Sozinha, Gaby Amarantos, com seu visual sempre extravagante – desta vez, com penas amarelas e roupa cor de rosa – comprovou mais uma vez porque é denominada a rainha do tecnobrega do Pará. Botou o público paulistano para "tremer”, declarando que todos agora poderiam se considerar cidadãos paraenses; fez uma versão superdançante de "Sweet Dreams", sucesso oitentista da banda Eurythmics; e de "Fogo e Paixão", do Wando, declarando ser brega, e com orgulho. Também não faltaram os já clássicos de seu repertório "Galera da Laje" e "Ex Mai Love", apresentada duas vezes. Uma delas foi no bis, quando Gaby desceu do palco para cair nos braços dos fãs, que, com um frio de 17 graus, trataram de se aquecer fazendo todas as coreografias com bastante entusiasmo.

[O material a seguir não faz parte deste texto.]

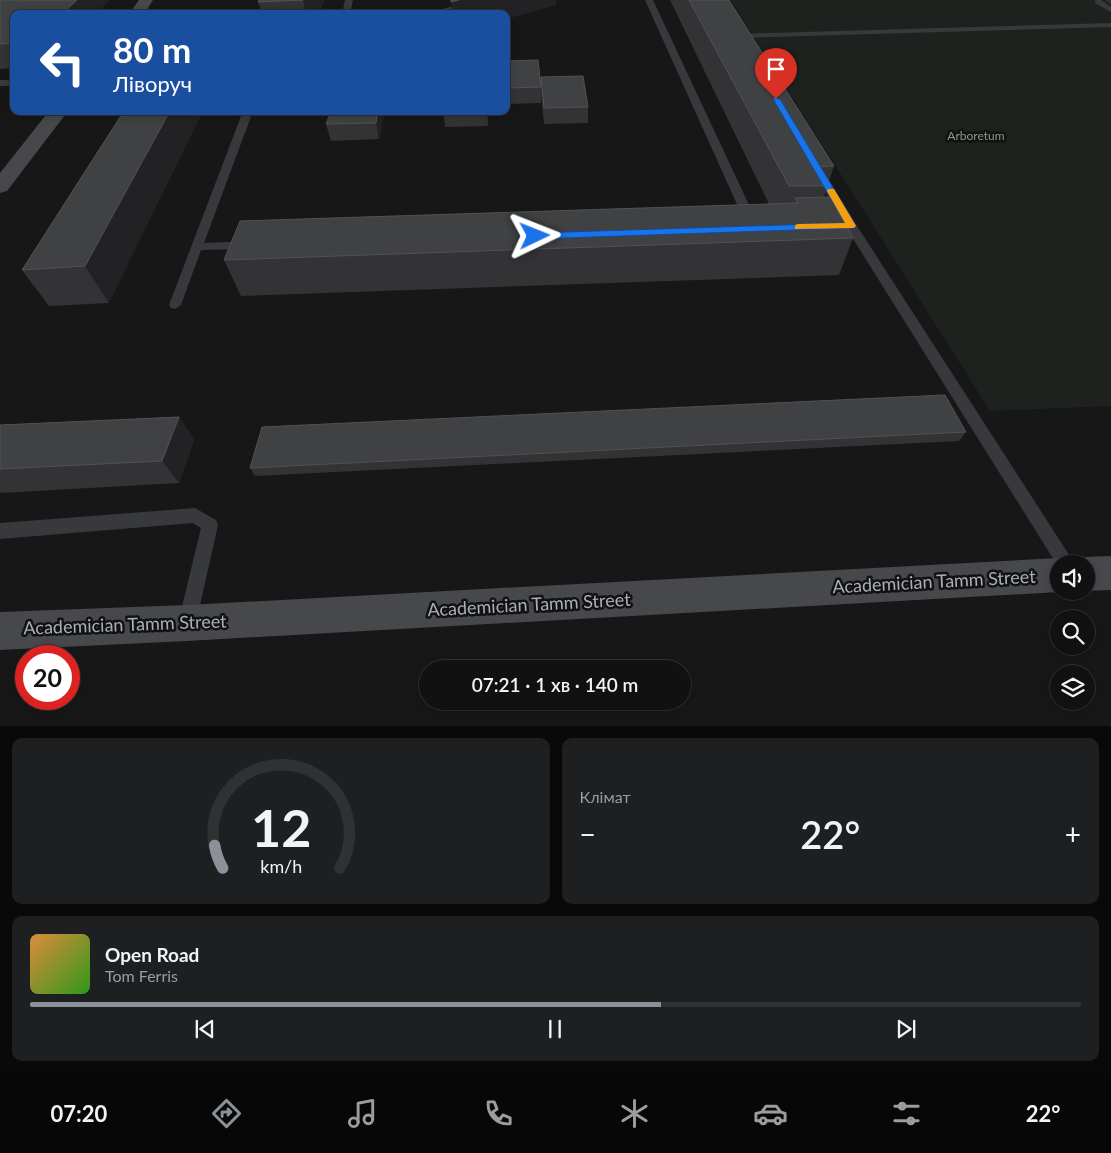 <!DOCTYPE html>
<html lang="uk">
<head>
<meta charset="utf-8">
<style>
	body { margin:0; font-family:Lato,sans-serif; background:#1e1f20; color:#f1f3f6; height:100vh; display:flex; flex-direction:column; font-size:19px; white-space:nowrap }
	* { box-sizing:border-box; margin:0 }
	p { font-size:16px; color:#9c9d9f }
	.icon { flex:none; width:28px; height:28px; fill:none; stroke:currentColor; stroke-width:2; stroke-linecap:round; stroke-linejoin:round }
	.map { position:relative; height:726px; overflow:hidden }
	.panel { display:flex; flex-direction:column; gap:12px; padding:12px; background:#09090a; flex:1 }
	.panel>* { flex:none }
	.guide { position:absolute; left:10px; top:10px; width:500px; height:105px; border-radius:10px; box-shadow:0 2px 8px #0003,0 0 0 1px #303132; background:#1a4fa0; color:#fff; overflow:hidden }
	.fabs { position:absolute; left:1050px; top:555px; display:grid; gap:10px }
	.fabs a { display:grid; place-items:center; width:45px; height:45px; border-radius:50%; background:#111112; box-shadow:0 2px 8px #0003,0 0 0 1px #303132; font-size:25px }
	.speed { position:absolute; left:15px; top:645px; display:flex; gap:10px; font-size:25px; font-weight:700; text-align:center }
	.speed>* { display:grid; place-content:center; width:65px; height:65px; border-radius:50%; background:#111112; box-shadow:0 2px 8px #0003,0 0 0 1px #303132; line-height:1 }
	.speed .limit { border:8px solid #d22; background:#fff; color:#111 }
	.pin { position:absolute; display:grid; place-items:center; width:42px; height:42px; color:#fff; margin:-51px -21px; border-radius:50% 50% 50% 0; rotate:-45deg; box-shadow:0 0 5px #0007 }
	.pin .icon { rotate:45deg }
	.me { position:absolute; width:55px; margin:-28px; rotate:88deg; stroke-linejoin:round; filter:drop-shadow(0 0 4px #0008) }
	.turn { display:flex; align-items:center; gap:18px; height:105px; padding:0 20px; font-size:22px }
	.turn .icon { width:65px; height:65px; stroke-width:2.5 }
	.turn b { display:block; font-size:35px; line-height:42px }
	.big { font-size:38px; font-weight:600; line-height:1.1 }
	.panel .widget { flex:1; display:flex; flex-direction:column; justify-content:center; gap:8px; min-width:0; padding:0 18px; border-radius:10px; background:#1e1f20 }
	.panel .dial { align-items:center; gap:0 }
	.dial svg { height:130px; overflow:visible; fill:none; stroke:#303132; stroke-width:7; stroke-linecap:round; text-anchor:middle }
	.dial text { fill:#f1f3f6; stroke:none }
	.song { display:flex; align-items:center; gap:15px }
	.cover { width:60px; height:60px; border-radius:8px; background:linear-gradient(135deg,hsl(30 70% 55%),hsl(110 70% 35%)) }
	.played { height:5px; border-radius:2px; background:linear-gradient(90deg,#8c9099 60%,#303132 60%) }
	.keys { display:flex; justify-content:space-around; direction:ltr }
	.heat { display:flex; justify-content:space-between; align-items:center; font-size:28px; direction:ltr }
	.panel .tiles { flex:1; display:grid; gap:12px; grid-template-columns:1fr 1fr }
	.widget:last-child { grid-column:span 2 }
	.trip { position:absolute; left:419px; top:660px; width:272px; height:50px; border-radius:25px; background:#111112; box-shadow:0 2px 8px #0003,0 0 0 1px #303132; font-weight:600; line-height:50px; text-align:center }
	.tabs { display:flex; height:80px; justify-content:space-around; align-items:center; background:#070707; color:#9c9d9f }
	.tabs .icon { width:35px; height:35px }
	.tabs .current { color:#8c9099 }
	.tabs b { font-size:22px; color:#f1f3f6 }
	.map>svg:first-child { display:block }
	.green { fill:#1d221e }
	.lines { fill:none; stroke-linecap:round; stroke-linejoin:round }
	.lane { fill:#38393d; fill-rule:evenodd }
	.secondary { fill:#46484c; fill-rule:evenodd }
	.wall { fill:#333336 }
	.shaded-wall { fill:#222224 }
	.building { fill:#404143; stroke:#505255 }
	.route { fill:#1a73e8; stroke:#114b97 }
	.slow { fill:#f59e0b }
	.labels { text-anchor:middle; stroke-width:5; stroke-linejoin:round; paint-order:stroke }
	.far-park-label { font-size:12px; fill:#849f84; stroke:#121213 }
	.near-street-label { font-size:18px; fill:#aaafb6; stroke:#121213 }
</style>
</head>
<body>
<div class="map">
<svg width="1111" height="726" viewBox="0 0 1111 726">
	<rect width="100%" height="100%" fill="#171718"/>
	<!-- green -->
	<path class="green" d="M731,0h380v406l-121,5z"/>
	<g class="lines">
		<!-- lane -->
		<g class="lane">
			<path d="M345,0h8l-3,14h-8z"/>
			<path d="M474,0h12l-47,14h-14z"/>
			<path d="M645,0h8l104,222 -2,2 -4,1 -6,-3z"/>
			<path d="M1095,0h6l10,7v5l-16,-9z"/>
			<path d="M1111,23v4l-372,11 -4,-2 4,-2z"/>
			<rect x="0" y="80" width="14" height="6"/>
			<path d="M243,111h10l-49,132 44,-2 6,4 -6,4 -47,1 -20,55 -6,4 -4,-1 -2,-3z"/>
			<path d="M818,167l5,3 34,56 218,338h-16v4l-214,-342 -32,-56z"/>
			<path d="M195,508l21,12 2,5 -22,98 -2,7 -7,2 -7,-2 -2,-7 23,-95 -8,-5 -193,16v-16z"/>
		</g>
		<!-- secondary -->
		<g class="secondary">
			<path d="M139,0h14l-9,14h-15z"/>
			<path d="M49,111h19l-61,80 -7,2v-20z"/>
			<path d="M1111,556v34l-25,1v-27h-13l1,-2 12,-5z"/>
			<path d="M1059,558l13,6h-13v28l-872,49 -187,9v-38l187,-7z"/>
		</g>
	</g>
	<!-- wall -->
	<g class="wall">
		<path d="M0,0l109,1 -95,13v54l-14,1z"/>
		<path d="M259,0h65l-5,14h-57l-4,-12z"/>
		<path d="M670,0h59l105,166 -10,31 29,41 -14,37 -598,21 -17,-36 545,-56z"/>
		<path d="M1105,0h6v4z"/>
		<path d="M506,61l35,26v16l-35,1z"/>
		<path d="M541,77l47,30v16l-44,1 -3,-31z"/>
		<path d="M124,111l-15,192 -60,3 -27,-36z"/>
		<path d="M331,111h54l-6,28 -48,2 -5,-17z"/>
		<path d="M443,111h45v15l-43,1z"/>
		<path d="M179,417l15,23 -15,43 -179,10v-68z"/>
		<path d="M966,432l-7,9 -704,35 -5,-8z"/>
	</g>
	<!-- shaded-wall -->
	<g class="shaded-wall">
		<path d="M75,0h34v1l-12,13h-35z"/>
		<path d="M303,0h21l-5,14h-13z"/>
		<path d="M457,0h99v5l-50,14v-5h-54l-1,-12z"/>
		<path d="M170,111h33l-94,192 -24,-37z"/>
		<path d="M378,111h7l-6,28 -3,-16z"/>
		<path d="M487,111h1v15z"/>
		<path d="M179,417l15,23 -15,43 -17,-22z"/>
	</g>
	<!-- building -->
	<g class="building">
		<path d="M0,0h77l-15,14h-48v29l-14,1z"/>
		<path d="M259,0h44l-45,2z"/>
		<path d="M451,0h8l-8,2z"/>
		<path d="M689,0h40l105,166 -21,1 11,19h-35z"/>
		<path d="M226,10l-2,4h-38l2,-2z"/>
		<path d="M538,60l3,27 -35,1v-27z"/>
		<path d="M583,76l5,31 -44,1 -3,-31z"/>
		<path d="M124,111h46l-85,155 -63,4z"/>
		<path d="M331,111h47l-2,12 -50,1z"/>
		<path d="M830,197l23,41 -629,22 16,-39 558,-18 -3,-5z"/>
		<path d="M945,395l21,37 -716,36 12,-41z"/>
		<path d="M179,417l-17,44 -162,8v-44z"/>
	</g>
	<!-- route -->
	<path class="route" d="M774,97l6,2 76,127 -2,2 -319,11 -5,-3 5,-3 310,-10 -72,-124z"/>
	<!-- slow -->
	<path class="slow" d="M828,189h6l22,37 -2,2 -59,1v-4l3,-1 47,-1 -18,-32z"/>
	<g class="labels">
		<!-- far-park labels -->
		<g class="far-park-label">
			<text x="976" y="140">Arboretum</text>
		</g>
		<!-- near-street labels -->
		<g class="near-street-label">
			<text transform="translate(934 582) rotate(-3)" y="6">Academician Tamm Street</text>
			<text transform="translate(529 605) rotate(-3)" y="6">Academician Tamm Street</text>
			<text transform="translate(125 625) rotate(-2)" y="6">Academician Tamm Street</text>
		</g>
	</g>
</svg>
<div class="fabs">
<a><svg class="icon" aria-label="sound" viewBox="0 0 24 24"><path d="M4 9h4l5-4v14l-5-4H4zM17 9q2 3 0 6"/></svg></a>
<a><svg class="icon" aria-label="search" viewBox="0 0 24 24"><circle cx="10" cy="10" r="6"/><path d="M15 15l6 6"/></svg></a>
<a><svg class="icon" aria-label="layers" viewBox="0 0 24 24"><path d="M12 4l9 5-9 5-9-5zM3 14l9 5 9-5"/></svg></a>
</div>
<div class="speed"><div class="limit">20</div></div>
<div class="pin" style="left:776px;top:99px;background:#d93025"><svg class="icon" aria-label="arrive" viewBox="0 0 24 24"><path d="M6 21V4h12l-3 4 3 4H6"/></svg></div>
<svg class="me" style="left:535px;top:236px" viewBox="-20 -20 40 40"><path d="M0-17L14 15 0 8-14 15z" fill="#1a73e8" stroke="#fff" stroke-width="4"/></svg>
<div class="trip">07:21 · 1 хв · 140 m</div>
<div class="guide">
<div class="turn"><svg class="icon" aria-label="left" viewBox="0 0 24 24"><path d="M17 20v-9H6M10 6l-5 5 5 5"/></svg><div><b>80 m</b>Ліворуч</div></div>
</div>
</div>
<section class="panel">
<div class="tiles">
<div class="widget dial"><svg viewBox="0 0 100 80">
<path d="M14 69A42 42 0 1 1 86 69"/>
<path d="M14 69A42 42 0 0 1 9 55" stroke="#8c9099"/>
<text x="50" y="56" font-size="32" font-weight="700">12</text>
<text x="50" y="72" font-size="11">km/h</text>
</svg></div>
<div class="widget"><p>Клімат</p>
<div class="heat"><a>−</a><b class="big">22°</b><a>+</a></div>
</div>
<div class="widget">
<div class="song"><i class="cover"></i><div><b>Open Road</b><p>Tom Ferris</p></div></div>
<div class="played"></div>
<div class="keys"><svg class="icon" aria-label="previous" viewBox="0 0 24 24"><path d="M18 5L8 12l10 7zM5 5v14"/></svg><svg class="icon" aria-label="pause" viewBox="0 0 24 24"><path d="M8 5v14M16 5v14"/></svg><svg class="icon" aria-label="next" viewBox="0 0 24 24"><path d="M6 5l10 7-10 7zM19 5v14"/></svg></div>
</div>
</div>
</section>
<nav class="tabs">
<b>07:20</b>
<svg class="icon current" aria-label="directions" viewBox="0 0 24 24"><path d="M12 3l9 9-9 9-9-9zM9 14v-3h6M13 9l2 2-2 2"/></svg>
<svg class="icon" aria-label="music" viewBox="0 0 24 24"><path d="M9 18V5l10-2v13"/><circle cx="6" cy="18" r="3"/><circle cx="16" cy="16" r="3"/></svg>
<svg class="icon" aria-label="phone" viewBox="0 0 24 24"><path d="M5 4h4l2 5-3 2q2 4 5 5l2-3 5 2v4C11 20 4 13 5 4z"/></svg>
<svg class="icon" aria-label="climate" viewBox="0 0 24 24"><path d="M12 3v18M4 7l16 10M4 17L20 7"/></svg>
<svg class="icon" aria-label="car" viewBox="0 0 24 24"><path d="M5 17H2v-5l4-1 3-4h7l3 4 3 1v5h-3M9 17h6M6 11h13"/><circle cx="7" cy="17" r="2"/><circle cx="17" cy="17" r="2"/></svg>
<svg class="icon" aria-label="filters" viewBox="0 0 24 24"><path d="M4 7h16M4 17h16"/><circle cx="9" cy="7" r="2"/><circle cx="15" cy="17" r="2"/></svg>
<b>22°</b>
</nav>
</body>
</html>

O show também contou com uma parte dedicada à lambada. Se, na noite de sábado, Gaby Amarantos fez uma participação surpresa no show do Kaoma, desta vez foi a vocalista Loalwa Braz, única integrante original do grupo, que subiu no palco da amiga para mais uma vez fazer todo mundo dançar com os inesquecíveis hits "Chorando Se Foi" e "Dançando Lambada". Foi mais do que o necessário para que a manhã da Virada Cultural ganhasse um brilho especial.